Does anyone seriously think that 4+ years of competent leadership should portend market doom? Why do those who profit the most complain the most? How much agitation from the business class is simple stupid theater– made in the attempt to buy time, while they transform themselves? Wouldn’t this be the best strategy for any business? Frankly, I have no idea. But they do complain a lot as they ape patriotic and shoot their bang-bangs..

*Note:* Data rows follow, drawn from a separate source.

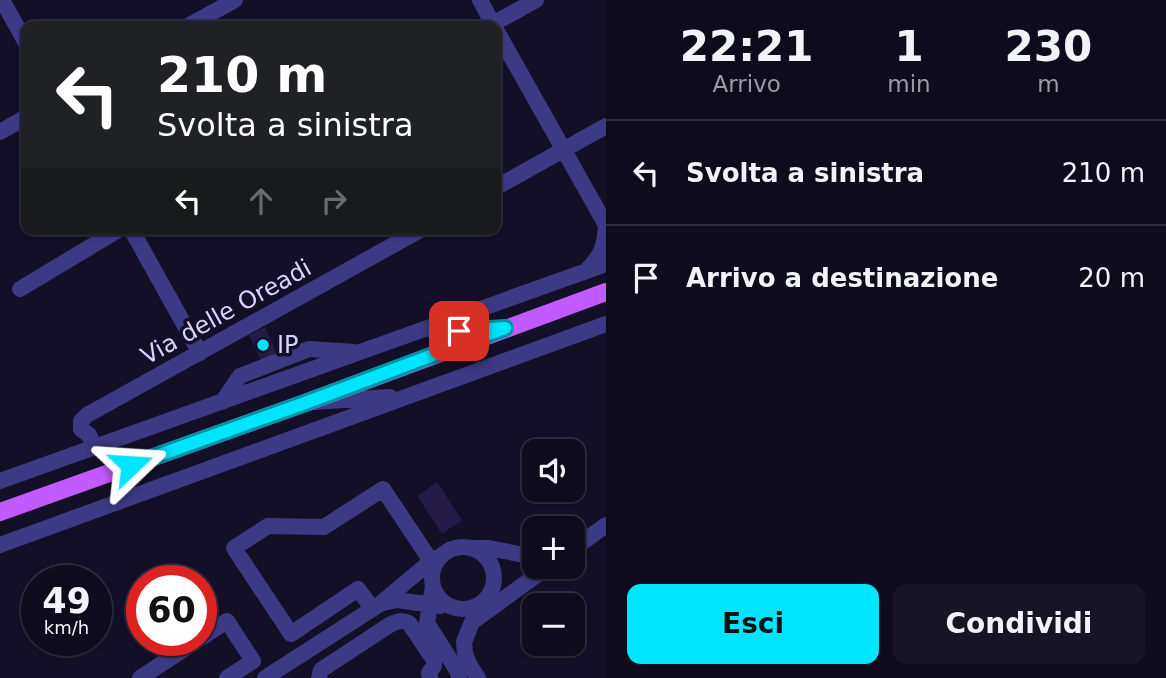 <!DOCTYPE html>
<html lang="it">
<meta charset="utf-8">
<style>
:root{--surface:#0e0b1c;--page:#171425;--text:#f1f3f6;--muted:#9b9ba3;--line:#2e2b3b;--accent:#00e5ff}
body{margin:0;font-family:"DejaVu Sans",sans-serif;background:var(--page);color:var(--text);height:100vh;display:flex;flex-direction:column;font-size:26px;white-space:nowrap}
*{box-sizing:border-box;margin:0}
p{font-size:23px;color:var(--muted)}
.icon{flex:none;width:38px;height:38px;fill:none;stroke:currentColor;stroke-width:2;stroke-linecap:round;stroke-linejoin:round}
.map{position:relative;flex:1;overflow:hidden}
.panel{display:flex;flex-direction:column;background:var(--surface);width:560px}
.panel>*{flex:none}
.banner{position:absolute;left:21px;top:21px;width:480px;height:214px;border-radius:14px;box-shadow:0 2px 5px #0004,0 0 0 2px var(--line);background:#202124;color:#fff;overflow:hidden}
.controls{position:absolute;left:522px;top:439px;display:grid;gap:14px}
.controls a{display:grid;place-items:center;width:63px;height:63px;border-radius:14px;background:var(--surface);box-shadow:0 2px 5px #0004,0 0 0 2px var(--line);font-size:35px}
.speed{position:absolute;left:21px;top:565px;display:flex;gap:14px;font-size:35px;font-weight:700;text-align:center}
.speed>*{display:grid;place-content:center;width:91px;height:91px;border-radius:50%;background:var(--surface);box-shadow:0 2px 5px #0004,0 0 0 2px var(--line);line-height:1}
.speed small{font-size:18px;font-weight:400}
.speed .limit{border:10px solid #d22;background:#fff;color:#111}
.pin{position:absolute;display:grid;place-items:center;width:60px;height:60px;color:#fff;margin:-30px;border-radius:14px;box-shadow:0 4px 10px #0006}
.me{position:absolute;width:77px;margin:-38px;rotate:70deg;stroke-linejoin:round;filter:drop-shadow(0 0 5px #0008)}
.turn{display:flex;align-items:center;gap:24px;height:147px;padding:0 21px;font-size:32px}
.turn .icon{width:91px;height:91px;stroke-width:2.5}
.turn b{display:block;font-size:49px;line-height:60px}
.lanes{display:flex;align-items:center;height:66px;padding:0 21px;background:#0003;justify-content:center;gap:35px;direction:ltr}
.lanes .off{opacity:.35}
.eta{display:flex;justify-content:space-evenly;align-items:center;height:119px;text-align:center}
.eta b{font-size:42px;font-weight:800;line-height:49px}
.cta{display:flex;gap:14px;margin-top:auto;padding:14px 21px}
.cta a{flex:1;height:80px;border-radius:14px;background:var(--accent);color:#111;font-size:28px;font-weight:800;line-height:80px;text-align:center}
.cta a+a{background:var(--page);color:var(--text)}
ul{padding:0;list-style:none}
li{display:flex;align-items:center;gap:21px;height:105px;padding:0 21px;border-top:2px solid var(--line)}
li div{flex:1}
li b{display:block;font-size:26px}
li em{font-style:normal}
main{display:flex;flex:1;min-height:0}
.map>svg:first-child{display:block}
.building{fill:#241b47}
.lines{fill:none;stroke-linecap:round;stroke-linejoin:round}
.minor{stroke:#3d3a85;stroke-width:16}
.major{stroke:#c25bff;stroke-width:18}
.route-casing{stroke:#0095a6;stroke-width:18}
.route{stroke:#00e5ff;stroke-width:12}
.poi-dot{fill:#00e5ff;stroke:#130f26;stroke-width:2.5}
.labels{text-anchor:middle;stroke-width:7;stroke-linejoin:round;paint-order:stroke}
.street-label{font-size:24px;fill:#d9d4ff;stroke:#130f26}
.poi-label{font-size:24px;fill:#d9d4ff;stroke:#130f26;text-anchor:start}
</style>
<main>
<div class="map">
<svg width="606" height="678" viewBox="0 0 606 678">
<rect width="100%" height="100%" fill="#130f26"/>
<path class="building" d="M265,327L277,354L261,361L249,335Z
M437,482L462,520L442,534L417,496Z"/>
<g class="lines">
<path class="minor" d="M2,0L26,43
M480,0L494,26
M188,26L235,0
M489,26L536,0
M495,28L606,225
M0,132L26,117
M495,188L606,126
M131,229L200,353
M588,269C602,254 605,246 606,225
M20,289L120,229
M434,332L499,329
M222,402L240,376L309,349L354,352
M314,402L390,397
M95,448L89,435L81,429V421L87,415L422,229
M0,481L606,264
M0,545L606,324
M432 578a31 31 0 1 1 62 0a31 31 0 1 1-62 0Z
M474,548H489L534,557
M572,550L606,525
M433,586L427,623L458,672L459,678
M383,603L397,600L440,606
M372,608L358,589L291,634L234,548L268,526L324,527L383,489L431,561
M201,638L227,621L253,661L227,678
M140,678L198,640
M265,678L380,604L431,561L441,556
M319,678L321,670L391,624C398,621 402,620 409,623L434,660V666L429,673L430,678
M478,678L469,664L465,653L464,642L472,622L548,567"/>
<path class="major" d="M0,512L305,403L606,292"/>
</g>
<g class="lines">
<defs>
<path id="route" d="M131,465L305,403L505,328L459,331"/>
</defs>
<use href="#route" class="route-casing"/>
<use href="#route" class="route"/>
</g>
<circle class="poi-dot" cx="263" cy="345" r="7"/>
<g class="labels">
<g class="street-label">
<text transform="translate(226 312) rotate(-29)" y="8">Via delle Oreadi</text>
</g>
<g class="poi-label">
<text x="277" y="353">IP</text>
</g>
</g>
</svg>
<div class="controls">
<a><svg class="icon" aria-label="sound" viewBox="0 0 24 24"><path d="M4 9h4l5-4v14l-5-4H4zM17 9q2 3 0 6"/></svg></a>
<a>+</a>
<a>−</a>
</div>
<div class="speed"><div>49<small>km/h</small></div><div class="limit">60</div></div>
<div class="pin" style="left:459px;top:331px;background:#d93025"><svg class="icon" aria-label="arrive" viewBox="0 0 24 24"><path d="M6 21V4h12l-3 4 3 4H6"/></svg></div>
<svg class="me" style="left:131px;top:465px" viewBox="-20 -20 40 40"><path d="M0-17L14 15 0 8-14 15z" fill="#00e5ff" stroke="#fff" stroke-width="4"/></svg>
<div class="banner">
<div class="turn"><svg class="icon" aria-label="left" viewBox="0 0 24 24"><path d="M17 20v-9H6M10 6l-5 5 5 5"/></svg><div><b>210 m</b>Svolta a sinistra</div></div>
<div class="lanes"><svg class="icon" aria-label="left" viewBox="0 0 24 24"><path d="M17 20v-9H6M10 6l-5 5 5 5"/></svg><svg class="icon off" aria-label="ahead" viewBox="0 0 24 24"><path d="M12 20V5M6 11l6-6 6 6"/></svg><svg class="icon off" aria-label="right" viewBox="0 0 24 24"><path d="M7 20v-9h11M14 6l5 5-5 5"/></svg></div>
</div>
</div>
<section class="panel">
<div class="eta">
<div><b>22:21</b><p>Arrivo</p></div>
<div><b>1</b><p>min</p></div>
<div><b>230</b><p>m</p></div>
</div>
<ul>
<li><svg class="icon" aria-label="left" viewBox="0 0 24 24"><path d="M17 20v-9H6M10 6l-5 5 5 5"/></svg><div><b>Svolta a sinistra</b></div><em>210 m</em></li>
<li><svg class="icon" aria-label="arrive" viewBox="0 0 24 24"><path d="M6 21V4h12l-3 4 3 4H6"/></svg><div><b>Arrivo a destinazione</b></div><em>20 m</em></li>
</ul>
<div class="cta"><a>Esci</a><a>Condividi</a></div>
</section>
</main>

Business-school types are opaque to me. While I was reading Plato, what were they were doing? I remember some. They had computers earlier, and they knew their destinies were plugged to the “economy” somehow. Two listened to Paul Harvey for kicks. When I saw them do that, I thought they were insane. I taught MBA students qualitative research methods. They made competent slide shows of their explorations. They were alright, but when I mentioned that the stock market is the center of a belief system– a totem– I was greeted with resistance.
I still don’t know what the stock market is; and I surely don’t expect it to provide fair return to working people (a class to which I still identify, although nearly everything in my life speaks otherwise). This is the source of some cognitive dissonance. I feel often that the earth beneath my feet is shifting– something the Christian theologians in the 20th century attributed to the loss of god, anthropologist to the condition of colonialism and modernity, but which business people find to be the source of dynamism – or so they say.
So many voices speak from many directions. The key now is to identify their orientation and explain their thoughts in terms of their school of thought. Obviously, there is no right view of the market. But everyone is very persuasive. Maybe business school students were learning to hear and decipher these voices.
(I hope it doesn’t disappear now that I’ve got a suitable, practical handle on the purpose– tautological and absurd– to help people raise capital).